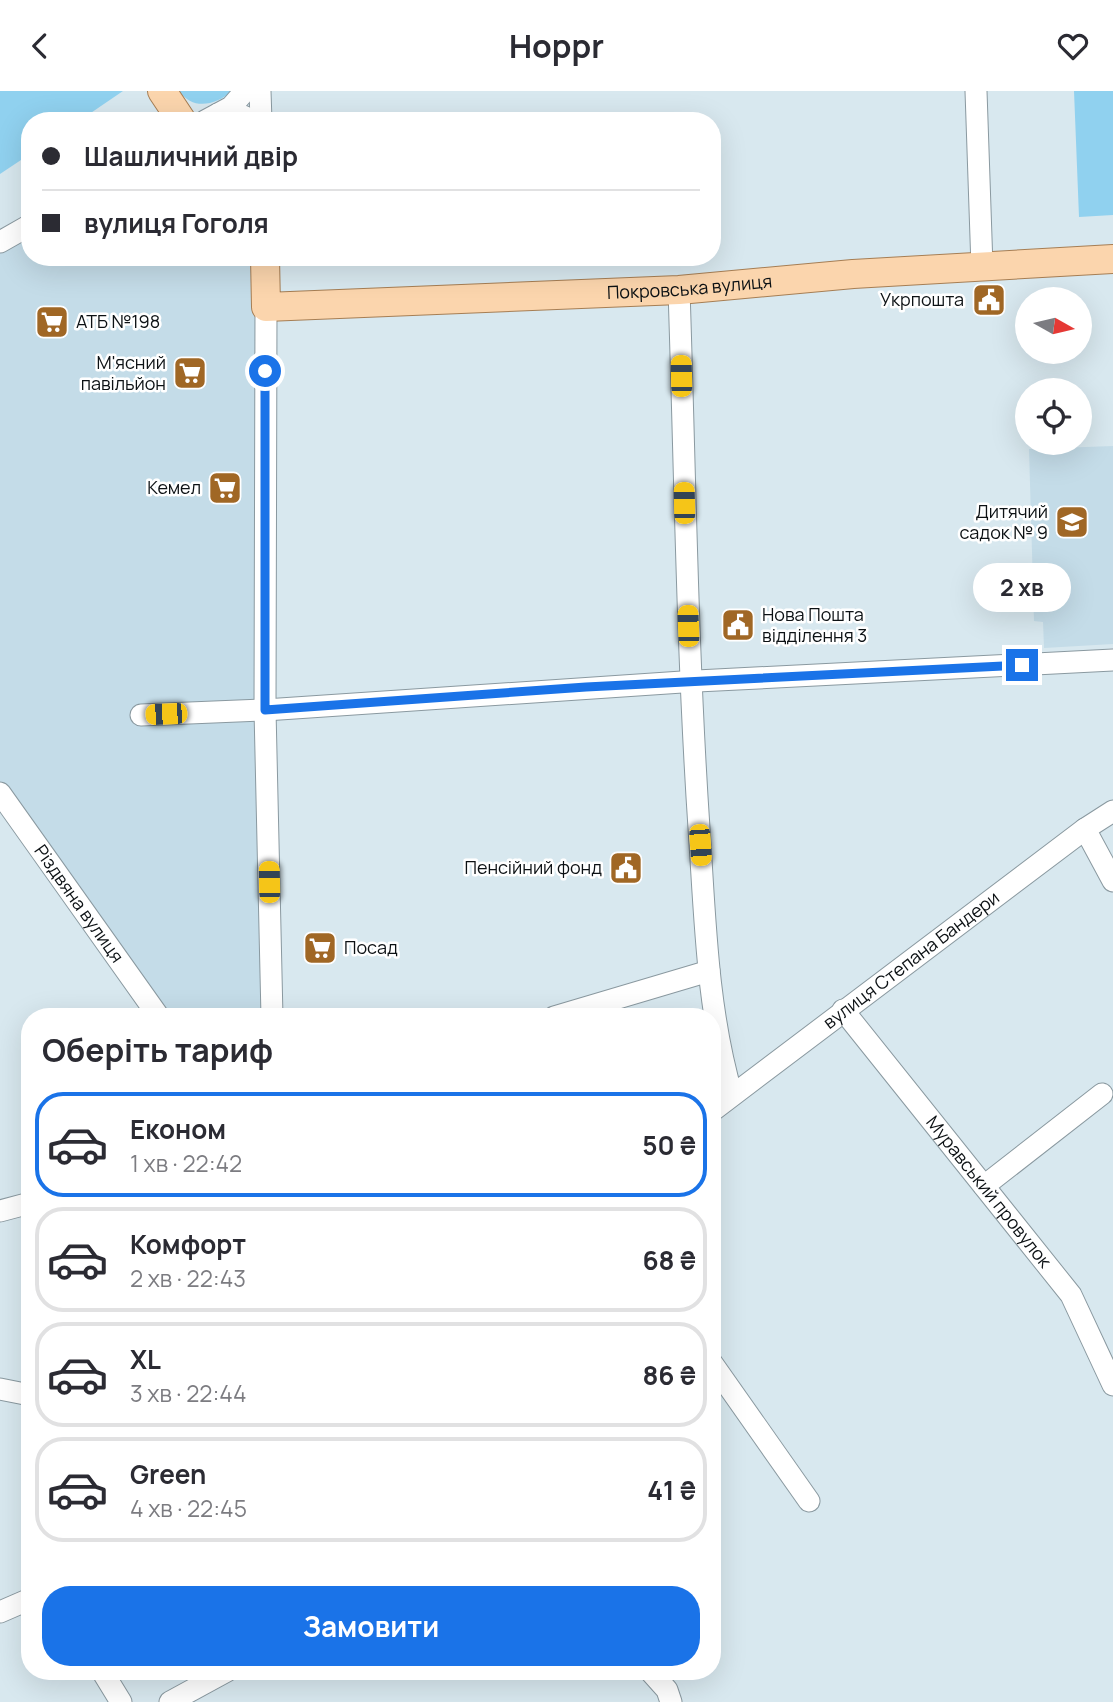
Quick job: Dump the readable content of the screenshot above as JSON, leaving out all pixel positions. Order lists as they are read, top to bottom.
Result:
{
  "streets": {
    "main road": ["Покровська вулиця"],
    "street": ["Різдвяна вулиця", "вулиця Степана Бандери", "Муравський провулок"]
  },
  "crossings": [
    ["вулиця Степана Бандери", "Муравський провулок"]
  ],
  "places": {
    "public building": ["Укрпошта", "Нова Пошта відділення 3", "Пенсійний фонд"],
    "supermarket": [
      "АТБ №198",
      "М'ясний павільйон",
      "Кемел",
      "Посад"
    ],
    "school or university": ["Дитячий садок № 9"]
  },
  "north": "right",
  "page": {
    "header": "Hoppr",
    "banner": ["Шашличний двір", "вулиця Гоголя"],
    "bubble": "2 хв",
    "heading": "Оберіть тариф",
    "list": [
      {
        "name": "Економ",
        "note": "1 хв · 22:42",
        "value": "50 ₴"
      },
      {
        "name": "Комфорт",
        "note": "2 хв · 22:43",
        "value": "68 ₴"
      },
      {
        "name": "XL",
        "note": "3 хв · 22:44",
        "value": "86 ₴"
      },
      {
        "name": "Green",
        "note": "4 хв · 22:45",
        "value": "41 ₴"
      }
    ],
    "buttons": "Замовити"
  }
}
# # # #
= Assignment =
Copy each line of the data that includes the word "провулок".

= Finished task =
    "street": ["Різдвяна вулиця", "вулиця Степана Бандери", "Муравський провулок"]
    ["вулиця Степана Бандери", "Муравський провулок"]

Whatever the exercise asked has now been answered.